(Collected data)
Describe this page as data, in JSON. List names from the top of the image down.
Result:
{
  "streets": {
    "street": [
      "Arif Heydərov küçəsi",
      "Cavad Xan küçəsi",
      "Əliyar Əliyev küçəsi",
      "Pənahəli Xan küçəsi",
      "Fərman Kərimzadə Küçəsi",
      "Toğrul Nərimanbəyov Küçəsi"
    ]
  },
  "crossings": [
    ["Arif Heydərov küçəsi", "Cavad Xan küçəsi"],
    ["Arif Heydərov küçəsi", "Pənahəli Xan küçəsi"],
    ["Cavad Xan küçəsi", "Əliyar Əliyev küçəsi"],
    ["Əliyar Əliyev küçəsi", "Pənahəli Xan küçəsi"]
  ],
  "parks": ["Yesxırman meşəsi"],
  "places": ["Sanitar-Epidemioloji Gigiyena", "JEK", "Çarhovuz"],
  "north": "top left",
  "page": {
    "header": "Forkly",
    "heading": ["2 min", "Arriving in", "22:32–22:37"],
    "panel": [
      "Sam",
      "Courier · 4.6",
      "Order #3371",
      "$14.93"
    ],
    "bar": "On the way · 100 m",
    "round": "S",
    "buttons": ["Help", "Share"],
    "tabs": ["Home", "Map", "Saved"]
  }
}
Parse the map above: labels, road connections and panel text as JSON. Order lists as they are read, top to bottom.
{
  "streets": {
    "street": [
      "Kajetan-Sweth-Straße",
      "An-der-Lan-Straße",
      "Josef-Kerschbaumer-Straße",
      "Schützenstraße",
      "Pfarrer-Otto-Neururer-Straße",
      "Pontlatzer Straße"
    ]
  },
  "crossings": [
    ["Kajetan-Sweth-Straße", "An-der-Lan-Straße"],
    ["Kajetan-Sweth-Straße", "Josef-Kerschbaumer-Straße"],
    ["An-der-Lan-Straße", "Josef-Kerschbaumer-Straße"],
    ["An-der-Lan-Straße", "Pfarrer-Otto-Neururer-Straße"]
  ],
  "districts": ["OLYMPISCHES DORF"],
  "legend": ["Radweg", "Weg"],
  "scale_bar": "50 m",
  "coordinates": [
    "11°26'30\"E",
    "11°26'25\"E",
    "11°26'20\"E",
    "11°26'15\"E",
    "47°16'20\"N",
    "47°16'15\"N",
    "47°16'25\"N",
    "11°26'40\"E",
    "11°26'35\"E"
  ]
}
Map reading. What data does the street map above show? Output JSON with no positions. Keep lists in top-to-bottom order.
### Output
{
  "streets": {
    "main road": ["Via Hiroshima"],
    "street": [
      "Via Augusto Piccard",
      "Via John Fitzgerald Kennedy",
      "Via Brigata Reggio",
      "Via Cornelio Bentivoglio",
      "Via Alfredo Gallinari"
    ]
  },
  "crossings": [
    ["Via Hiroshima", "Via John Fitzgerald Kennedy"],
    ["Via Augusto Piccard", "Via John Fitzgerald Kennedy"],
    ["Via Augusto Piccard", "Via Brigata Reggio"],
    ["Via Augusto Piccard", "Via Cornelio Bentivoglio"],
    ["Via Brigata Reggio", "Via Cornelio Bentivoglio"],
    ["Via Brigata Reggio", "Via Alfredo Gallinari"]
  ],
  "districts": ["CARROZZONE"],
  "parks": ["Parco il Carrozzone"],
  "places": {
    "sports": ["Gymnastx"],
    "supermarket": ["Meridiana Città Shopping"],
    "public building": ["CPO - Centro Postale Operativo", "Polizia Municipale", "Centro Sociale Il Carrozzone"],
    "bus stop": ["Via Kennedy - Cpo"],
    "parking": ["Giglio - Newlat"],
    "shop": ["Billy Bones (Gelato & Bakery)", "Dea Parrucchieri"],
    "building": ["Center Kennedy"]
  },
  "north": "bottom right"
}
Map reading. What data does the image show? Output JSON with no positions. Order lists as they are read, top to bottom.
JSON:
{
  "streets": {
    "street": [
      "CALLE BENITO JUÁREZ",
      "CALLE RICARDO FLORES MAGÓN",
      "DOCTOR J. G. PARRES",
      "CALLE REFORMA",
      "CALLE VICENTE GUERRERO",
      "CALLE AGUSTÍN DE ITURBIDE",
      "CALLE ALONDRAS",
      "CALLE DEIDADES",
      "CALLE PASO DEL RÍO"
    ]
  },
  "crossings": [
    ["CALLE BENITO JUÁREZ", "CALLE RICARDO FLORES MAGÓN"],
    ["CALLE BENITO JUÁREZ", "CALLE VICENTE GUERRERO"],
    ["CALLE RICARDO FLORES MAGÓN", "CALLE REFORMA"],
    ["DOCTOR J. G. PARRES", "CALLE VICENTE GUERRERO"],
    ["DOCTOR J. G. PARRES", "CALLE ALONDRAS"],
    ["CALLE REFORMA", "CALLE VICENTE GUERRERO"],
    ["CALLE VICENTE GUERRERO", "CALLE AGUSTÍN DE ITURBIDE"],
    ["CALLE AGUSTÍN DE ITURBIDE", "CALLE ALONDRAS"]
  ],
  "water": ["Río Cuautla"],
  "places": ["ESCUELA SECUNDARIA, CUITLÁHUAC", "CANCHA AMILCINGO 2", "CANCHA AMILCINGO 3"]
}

WHAT YOU HAVE TO DO
Please retype the data, matching it exactly.

RESULT
Describe this page as data, in JSON. List names from the top of the image down.
Result:
{
  "streets": {
    "street": [
      "Arif Heydərov küçəsi",
      "Cavad Xan küçəsi",
      "Əliyar Əliyev küçəsi",
      "Pənahəli Xan küçəsi",
      "Fərman Kərimzadə Küçəsi",
      "Toğrul Nərimanbəyov Küçəsi"
    ]
  },
  "crossings": [
    ["Arif Heydərov küçəsi", "Cavad Xan küçəsi"],
    ["Arif Heydərov küçəsi", "Pənahəli Xan küçəsi"],
    ["Cavad Xan küçəsi", "Əliyar Əliyev küçəsi"],
    ["Əliyar Əliyev küçəsi", "Pənahəli Xan küçəsi"]
  ],
  "parks": ["Yesxırman meşəsi"],
  "places": ["Sanitar-Epidemioloji Gigiyena", "JEK", "Çarhovuz"],
  "north": "top left",
  "page": {
    "header": "Forkly",
    "heading": ["2 min", "Arriving in", "22:32–22:37"],
    "panel": [
      "Sam",
      "Courier · 4.6",
      "Order #3371",
      "$14.93"
    ],
    "bar": "On the way · 100 m",
    "round": "S",
    "buttons": ["Help", "Share"],
    "tabs": ["Home", "Map", "Saved"]
  }
}
Parse the map above: labels, road connections and panel text as JSON. Order lists as they are read, top to bottom.
{
  "streets": {
    "street": [
      "Kajetan-Sweth-Straße",
      "An-der-Lan-Straße",
      "Josef-Kerschbaumer-Straße",
      "Schützenstraße",
      "Pfarrer-Otto-Neururer-Straße",
      "Pontlatzer Straße"
    ]
  },
  "crossings": [
    ["Kajetan-Sweth-Straße", "An-der-Lan-Straße"],
    ["Kajetan-Sweth-Straße", "Josef-Kerschbaumer-Straße"],
    ["An-der-Lan-Straße", "Josef-Kerschbaumer-Straße"],
    ["An-der-Lan-Straße", "Pfarrer-Otto-Neururer-Straße"]
  ],
  "districts": ["OLYMPISCHES DORF"],
  "legend": ["Radweg", "Weg"],
  "scale_bar": "50 m",
  "coordinates": [
    "11°26'30\"E",
    "11°26'25\"E",
    "11°26'20\"E",
    "11°26'15\"E",
    "47°16'20\"N",
    "47°16'15\"N",
    "47°16'25\"N",
    "11°26'40\"E",
    "11°26'35\"E"
  ]
}
Map reading. What data does the street map above show? Output JSON with no positions. Keep lists in top-to-bottom order.
### Output
{
  "streets": {
    "main road": ["Via Hiroshima"],
    "street": [
      "Via Augusto Piccard",
      "Via John Fitzgerald Kennedy",
      "Via Brigata Reggio",
      "Via Cornelio Bentivoglio",
      "Via Alfredo Gallinari"
    ]
  },
  "crossings": [
    ["Via Hiroshima", "Via John Fitzgerald Kennedy"],
    ["Via Augusto Piccard", "Via John Fitzgerald Kennedy"],
    ["Via Augusto Piccard", "Via Brigata Reggio"],
    ["Via Augusto Piccard", "Via Cornelio Bentivoglio"],
    ["Via Brigata Reggio", "Via Cornelio Bentivoglio"],
    ["Via Brigata Reggio", "Via Alfredo Gallinari"]
  ],
  "districts": ["CARROZZONE"],
  "parks": ["Parco il Carrozzone"],
  "places": {
    "sports": ["Gymnastx"],
    "supermarket": ["Meridiana Città Shopping"],
    "public building": ["CPO - Centro Postale Operativo", "Polizia Municipale", "Centro Sociale Il Carrozzone"],
    "bus stop": ["Via Kennedy - Cpo"],
    "parking": ["Giglio - Newlat"],
    "shop": ["Billy Bones (Gelato & Bakery)", "Dea Parrucchieri"],
    "building": ["Center Kennedy"]
  },
  "north": "bottom right"
}
Map reading. What data does the image show? Output JSON with no positions. Order lists as they are read, top to bottom.
JSON:
{
  "streets": {
    "street": [
      "CALLE BENITO JUÁREZ",
      "CALLE RICARDO FLORES MAGÓN",
      "DOCTOR J. G. PARRES",
      "CALLE REFORMA",
      "CALLE VICENTE GUERRERO",
      "CALLE AGUSTÍN DE ITURBIDE",
      "CALLE ALONDRAS",
      "CALLE DEIDADES",
      "CALLE PASO DEL RÍO"
    ]
  },
  "crossings": [
    ["CALLE BENITO JUÁREZ", "CALLE RICARDO FLORES MAGÓN"],
    ["CALLE BENITO JUÁREZ", "CALLE VICENTE GUERRERO"],
    ["CALLE RICARDO FLORES MAGÓN", "CALLE REFORMA"],
    ["DOCTOR J. G. PARRES", "CALLE VICENTE GUERRERO"],
    ["DOCTOR J. G. PARRES", "CALLE ALONDRAS"],
    ["CALLE REFORMA", "CALLE VICENTE GUERRERO"],
    ["CALLE VICENTE GUERRERO", "CALLE AGUSTÍN DE ITURBIDE"],
    ["CALLE AGUSTÍN DE ITURBIDE", "CALLE ALONDRAS"]
  ],
  "water": ["Río Cuautla"],
  "places": ["ESCUELA SECUNDARIA, CUITLÁHUAC", "CANCHA AMILCINGO 2", "CANCHA AMILCINGO 3"]
}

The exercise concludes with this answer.